Recognizing it: Fall army worms are the larvae of a small brownish-gray moth. They’re striped caterpillars. Some have orange stripes on their sides, while others have yellow and black stripes running down parts of their bodies. One of the more “famous” ones has a yellow Y on the back of its head, says Larson.

Telltale signs: It is not uncommon for army worms to destroy an entire lawn within a matter of days. The grass will be flat and full of brown patches that look like heat, drought or chemical stress.
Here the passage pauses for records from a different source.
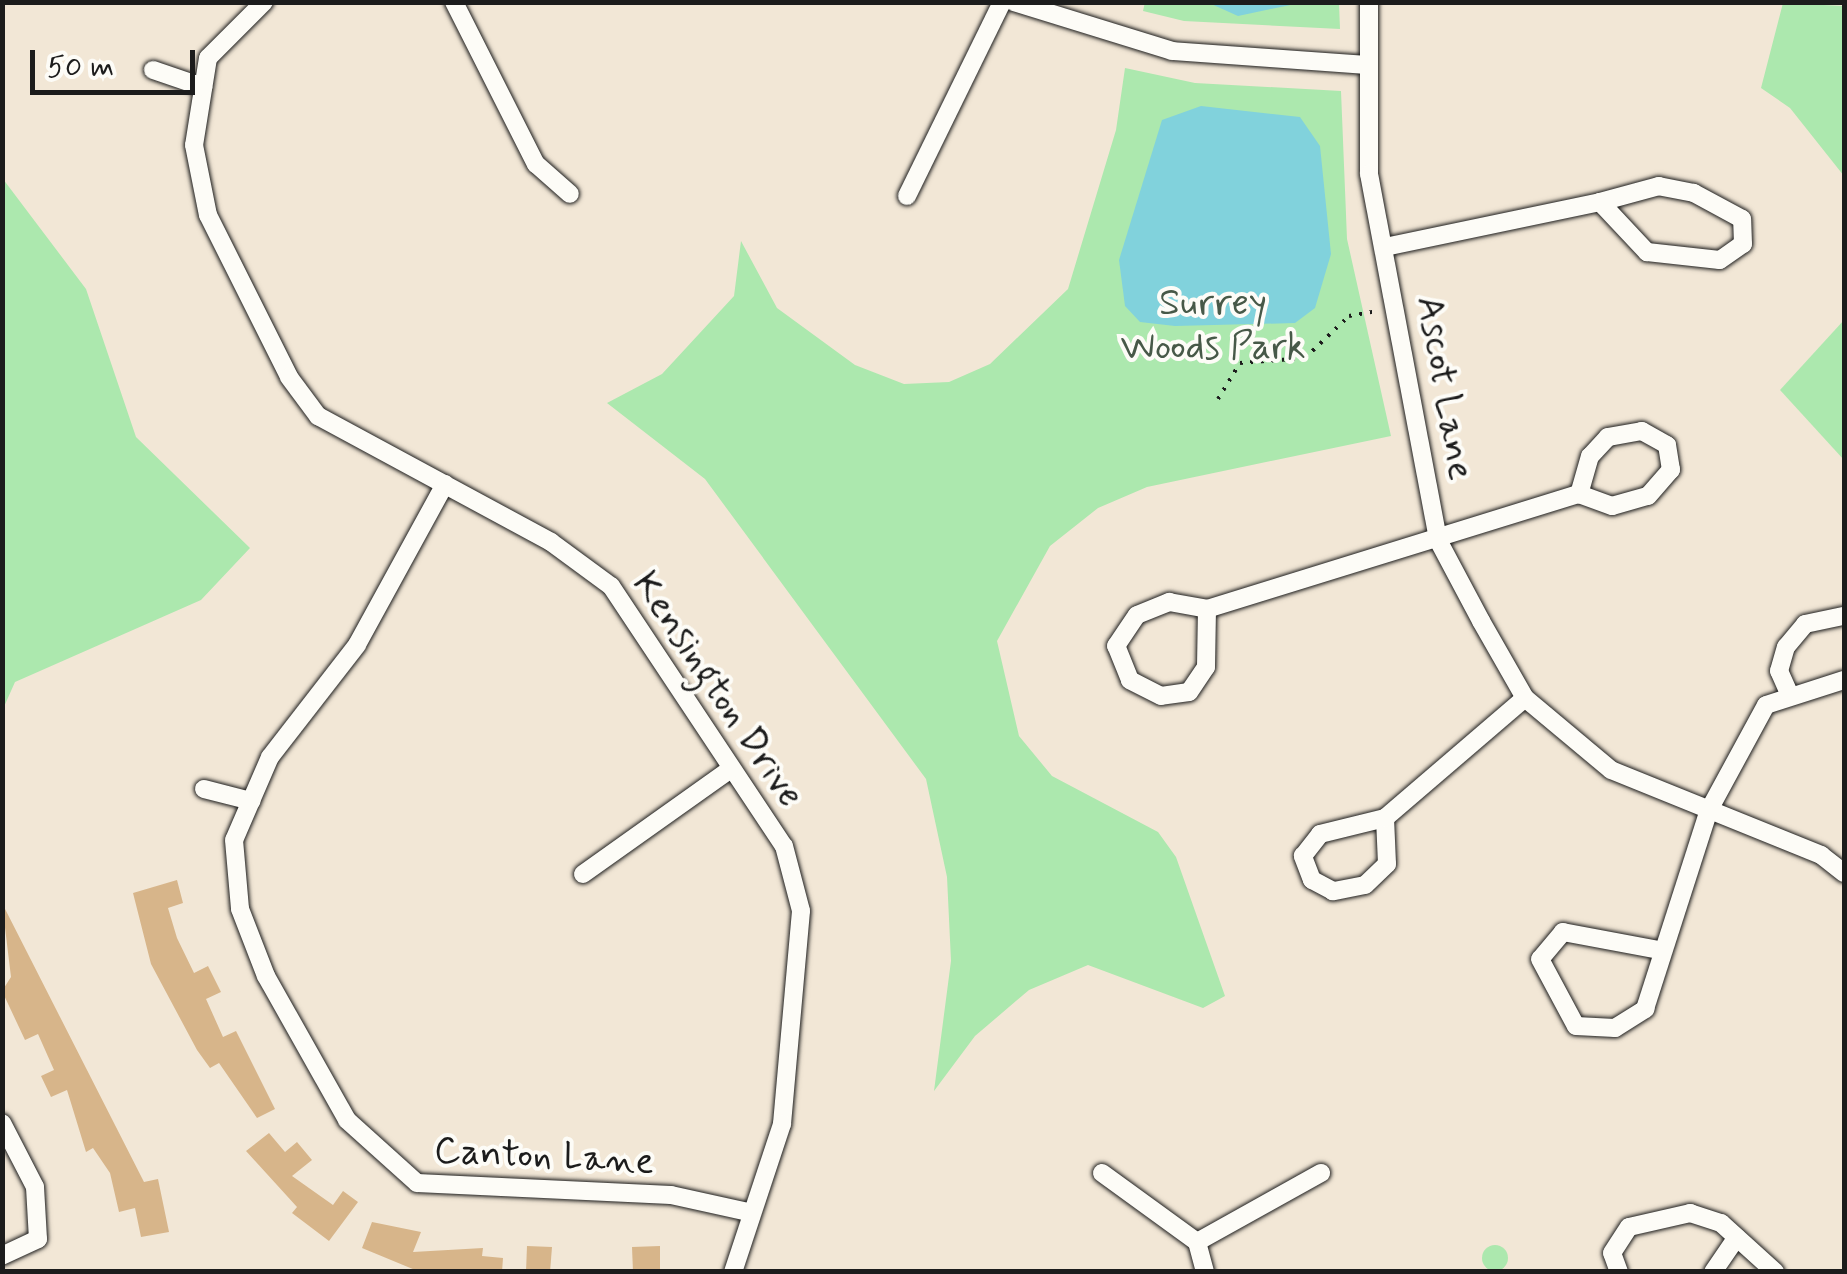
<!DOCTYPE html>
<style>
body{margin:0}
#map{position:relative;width:1847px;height:1274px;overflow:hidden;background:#f2e7d6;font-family:Mynerve,sans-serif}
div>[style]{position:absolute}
.green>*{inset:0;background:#ace8ae}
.round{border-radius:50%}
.water>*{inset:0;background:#81d2dc}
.building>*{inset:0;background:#d7b58a}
.path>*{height:4px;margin-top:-2px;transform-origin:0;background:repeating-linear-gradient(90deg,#1c1c1c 0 2.5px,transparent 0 10.5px)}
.roads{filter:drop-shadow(0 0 2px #1c1c1c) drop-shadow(0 0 2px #1c1c1c)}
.street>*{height:18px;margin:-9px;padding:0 9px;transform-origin:9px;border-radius:9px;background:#fdfcf7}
span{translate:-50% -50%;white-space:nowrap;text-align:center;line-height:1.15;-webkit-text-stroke:8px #fdfcf7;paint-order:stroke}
.park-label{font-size:38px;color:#475948}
.street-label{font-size:38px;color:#1c1c1c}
.frame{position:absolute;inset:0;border:5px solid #1c1c1c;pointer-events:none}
.scale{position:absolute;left:30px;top:50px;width:165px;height:45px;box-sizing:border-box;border:5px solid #1c1c1c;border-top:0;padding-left:12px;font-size:30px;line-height:35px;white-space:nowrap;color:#1c1c1c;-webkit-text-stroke:8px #fdfcf7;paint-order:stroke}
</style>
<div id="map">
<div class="green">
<i style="clip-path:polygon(1145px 2px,1339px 3px,1340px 29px,1184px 21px,1143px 11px)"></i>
<i style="clip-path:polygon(1783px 3px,1844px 6px,1844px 176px,1790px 108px,1761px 88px)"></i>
<i style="clip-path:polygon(1125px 68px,1195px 83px,1341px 91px,1347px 239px,1391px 436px,1147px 487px,1098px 508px,1050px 546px,997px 641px,1019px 736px,1052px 776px,1158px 832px,1176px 857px,1225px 996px,1203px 1008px,1088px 965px,1029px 990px,975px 1036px,934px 1091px,951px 961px,947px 877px,926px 779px,705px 479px,607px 403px,662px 374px,734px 296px,741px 241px,777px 308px,855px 365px,904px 384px,949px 382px,990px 364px,1068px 289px,1116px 130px)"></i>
<i style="clip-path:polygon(3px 179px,86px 289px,136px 437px,250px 548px,201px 600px,15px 682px,3px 709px)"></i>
<i style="clip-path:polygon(1844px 320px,1844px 460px,1780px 390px)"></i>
<i class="round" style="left:1482px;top:1245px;width:26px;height:26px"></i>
</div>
<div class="water">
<i style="clip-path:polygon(1209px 3px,1300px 3px,1238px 16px)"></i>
<i style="clip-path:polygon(1201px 106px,1300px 117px,1320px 146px,1331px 254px,1315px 308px,1295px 323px,1175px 326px,1140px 322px,1125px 306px,1119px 260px,1162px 120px)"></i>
</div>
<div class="building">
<i style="clip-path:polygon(177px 880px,183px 903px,168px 908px,177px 938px,194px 973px,208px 966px,221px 992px,206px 999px,223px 1037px,236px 1031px,275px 1109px,257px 1118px,219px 1063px,210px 1068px,197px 1050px,151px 964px,133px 893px)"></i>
<i style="clip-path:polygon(2px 903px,144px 1182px,158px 1179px,169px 1232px,141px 1237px,135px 1208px,119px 1212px,110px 1173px,93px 1148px,86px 1152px,67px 1090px,51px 1097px,41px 1076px,54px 1070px,38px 1034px,25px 1040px,2px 991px,11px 977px)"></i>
<i style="clip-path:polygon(269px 1133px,285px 1152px,297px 1142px,312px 1160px,292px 1176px,333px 1205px,343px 1191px,358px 1202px,329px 1241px,292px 1213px,297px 1207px,246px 1151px)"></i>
<i style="clip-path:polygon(372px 1222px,421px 1232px,413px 1252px,483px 1248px,482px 1256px,503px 1258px,502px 1272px,420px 1272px,362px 1248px)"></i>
<i style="clip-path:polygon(527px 1246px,552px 1247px,550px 1272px,526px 1272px)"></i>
<i style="clip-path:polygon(660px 1246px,660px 1272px,633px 1272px,632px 1247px)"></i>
</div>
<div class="path">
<i style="left:1218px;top:399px;width:42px;rotate:-58.6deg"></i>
<i style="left:1240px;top:363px;width:65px;rotate:-4.4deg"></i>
<i style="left:1305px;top:358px;width:61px;rotate:-43.7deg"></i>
<i style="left:1349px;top:316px;width:28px;rotate:-10deg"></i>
</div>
<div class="roads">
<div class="street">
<i style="left:264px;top:2px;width:79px;rotate:135deg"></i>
<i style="left:208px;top:58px;width:88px;rotate:99.1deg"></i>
<i style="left:194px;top:145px;width:71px;rotate:78.7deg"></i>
<i style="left:208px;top:215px;width:181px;rotate:63.4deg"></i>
<i style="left:289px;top:377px;width:49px;rotate:53.4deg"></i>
<i style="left:318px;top:416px;width:265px;rotate:28.4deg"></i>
<i style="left:551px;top:542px;width:74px;rotate:36.3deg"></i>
<i style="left:611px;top:586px;width:312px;rotate:56.4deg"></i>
<i style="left:784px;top:846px;width:67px;rotate:75.3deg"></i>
<i style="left:801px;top:911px;width:214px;rotate:95.1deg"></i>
<i style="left:782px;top:1124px;width:156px;rotate:108.3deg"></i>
<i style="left:454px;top:2px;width:182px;rotate:63.2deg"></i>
<i style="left:536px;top:164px;width:45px;rotate:41.4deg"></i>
<i style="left:1014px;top:2px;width:165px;rotate:17.2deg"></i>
<i style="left:1172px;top:51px;width:197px;rotate:4.1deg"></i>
<i style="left:1369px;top:2px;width:172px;rotate:90deg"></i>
<i style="left:1369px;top:174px;width:372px;rotate:79.3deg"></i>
<i style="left:1438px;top:540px;width:92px;rotate:62deg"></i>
<i style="left:1481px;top:621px;width:89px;rotate:60.3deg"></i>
<i style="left:1525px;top:698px;width:112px;rotate:39.9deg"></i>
<i style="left:1611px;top:770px;width:227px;rotate:22deg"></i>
<i style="left:1821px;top:855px;width:29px;rotate:38deg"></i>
<i style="left:153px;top:70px;width:53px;rotate:18.8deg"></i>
<i style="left:907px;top:196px;width:216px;rotate:-63.9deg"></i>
<i style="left:1385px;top:247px;width:220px;rotate:-11.8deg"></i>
<i style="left:1600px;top:202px;width:69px;rotate:46.8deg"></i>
<i style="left:1647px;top:252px;width:73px;rotate:6.3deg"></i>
<i style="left:1720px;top:260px;width:28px;rotate:-35deg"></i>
<i style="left:1743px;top:244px;width:25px;rotate:-92deg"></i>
<i style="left:1742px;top:219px;width:55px;rotate:-151.6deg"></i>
<i style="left:1694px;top:193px;width:36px;rotate:-169deg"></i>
<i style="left:1659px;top:186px;width:61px;rotate:164.8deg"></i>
<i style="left:445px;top:484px;width:183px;rotate:118.7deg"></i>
<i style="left:357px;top:645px;width:142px;rotate:127.8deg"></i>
<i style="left:270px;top:757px;width:90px;rotate:113.4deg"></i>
<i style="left:234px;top:840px;width:69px;rotate:85deg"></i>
<i style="left:240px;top:909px;width:72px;rotate:68.8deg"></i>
<i style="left:266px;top:976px;width:165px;rotate:60.6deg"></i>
<i style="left:347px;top:1120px;width:94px;rotate:42deg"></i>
<i style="left:417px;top:1183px;width:254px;rotate:2.7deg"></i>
<i style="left:671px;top:1195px;width:79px;rotate:12.4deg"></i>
<i style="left:1207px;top:609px;width:58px;rotate:91deg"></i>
<i style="left:1206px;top:667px;width:30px;rotate:124deg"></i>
<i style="left:1189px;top:692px;width:28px;rotate:172deg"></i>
<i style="left:1161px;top:696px;width:35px;rotate:-153deg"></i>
<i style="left:1130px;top:680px;width:37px;rotate:-112deg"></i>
<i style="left:1116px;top:646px;width:37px;rotate:-56deg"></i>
<i style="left:1137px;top:615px;width:35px;rotate:-22deg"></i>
<i style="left:1169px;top:602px;width:39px;rotate:10deg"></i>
<i style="left:1207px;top:609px;width:389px;rotate:-17.2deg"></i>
<i style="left:1579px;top:494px;width:35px;rotate:20deg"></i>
<i style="left:1612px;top:506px;width:37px;rotate:-16deg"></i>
<i style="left:1648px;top:496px;width:35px;rotate:-49deg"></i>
<i style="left:1671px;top:470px;width:25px;rotate:-99deg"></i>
<i style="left:1667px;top:445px;width:29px;rotate:-151deg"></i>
<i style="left:1642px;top:431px;width:35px;rotate:170deg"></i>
<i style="left:1608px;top:437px;width:26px;rotate:133deg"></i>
<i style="left:1590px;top:456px;width:40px;rotate:106deg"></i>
<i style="left:1788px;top:691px;width:22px;rotate:-114deg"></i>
<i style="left:1779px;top:671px;width:25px;rotate:-74deg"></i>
<i style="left:1786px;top:647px;width:30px;rotate:-50deg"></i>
<i style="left:1805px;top:624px;width:40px;rotate:-12deg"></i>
<i style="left:204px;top:789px;width:49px;rotate:14.3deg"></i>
<i style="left:1385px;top:818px;width:46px;rotate:87.5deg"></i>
<i style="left:1387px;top:864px;width:30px;rotate:136deg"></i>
<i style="left:1365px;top:885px;width:33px;rotate:169deg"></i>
<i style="left:1333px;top:891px;width:24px;rotate:-152deg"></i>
<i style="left:1312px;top:880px;width:26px;rotate:-111deg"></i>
<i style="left:1303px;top:856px;width:28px;rotate:-52deg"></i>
<i style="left:1320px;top:834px;width:67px;rotate:-13.8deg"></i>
<i style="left:1385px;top:818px;width:184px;rotate:-40.6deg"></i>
<i style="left:583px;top:874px;width:181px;rotate:-35.4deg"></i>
<i style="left:1659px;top:950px;width:98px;rotate:-169.4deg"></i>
<i style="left:1563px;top:932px;width:35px;rotate:130deg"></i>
<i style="left:1540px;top:959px;width:76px;rotate:61.8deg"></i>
<i style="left:1576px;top:1026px;width:39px;rotate:3deg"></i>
<i style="left:1615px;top:1028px;width:36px;rotate:-32deg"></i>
<i style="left:1645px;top:1009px;width:209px;rotate:-72.2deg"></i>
<i style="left:1709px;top:810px;width:119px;rotate:-61.5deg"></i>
<i style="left:1766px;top:705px;width:82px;rotate:-17.8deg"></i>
<i style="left:2px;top:1123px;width:72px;rotate:62.7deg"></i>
<i style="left:35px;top:1187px;width:52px;rotate:86.7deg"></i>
<i style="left:38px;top:1239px;width:40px;rotate:155deg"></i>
<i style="left:1102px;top:1173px;width:117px;rotate:36deg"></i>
<i style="left:1197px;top:1242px;width:31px;rotate:75deg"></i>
<i style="left:1197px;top:1242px;width:142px;rotate:-29.1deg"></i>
<i style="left:1619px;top:1272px;width:20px;rotate:-110deg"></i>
<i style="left:1612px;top:1253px;width:31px;rotate:-57deg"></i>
<i style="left:1629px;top:1227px;width:63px;rotate:-12.9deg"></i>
<i style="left:1690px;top:1213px;width:33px;rotate:18deg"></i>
<i style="left:1721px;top:1223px;width:73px;rotate:42.2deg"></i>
<i style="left:1713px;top:1272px;width:42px;rotate:-55.6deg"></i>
</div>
</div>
<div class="park-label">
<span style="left:1213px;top:326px">Surrey<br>Woods Park</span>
</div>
<div class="street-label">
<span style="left:1444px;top:388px;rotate:80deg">Ascot Lane</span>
<span style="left:717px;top:690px;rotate:56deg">Kensington Drive</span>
<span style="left:544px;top:1157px;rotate:3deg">Canton Lane</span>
</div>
<div class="frame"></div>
<div class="scale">50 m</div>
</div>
Treatment: If you catch them while the caterpillars are a half-inch long or smaller, you can spray your grass with a bacterium called Bacillus thuringiensis that kills only caterpillars. For mature caterpillars, spray insecticides work best.

Using multiple approaches with insecticides and grass management practices will give lawns the best chance to stay clear of difficult pests while avoiding building resistance. Keep a sharp eye and use a balanced program to keep clients’ lawns safe this season.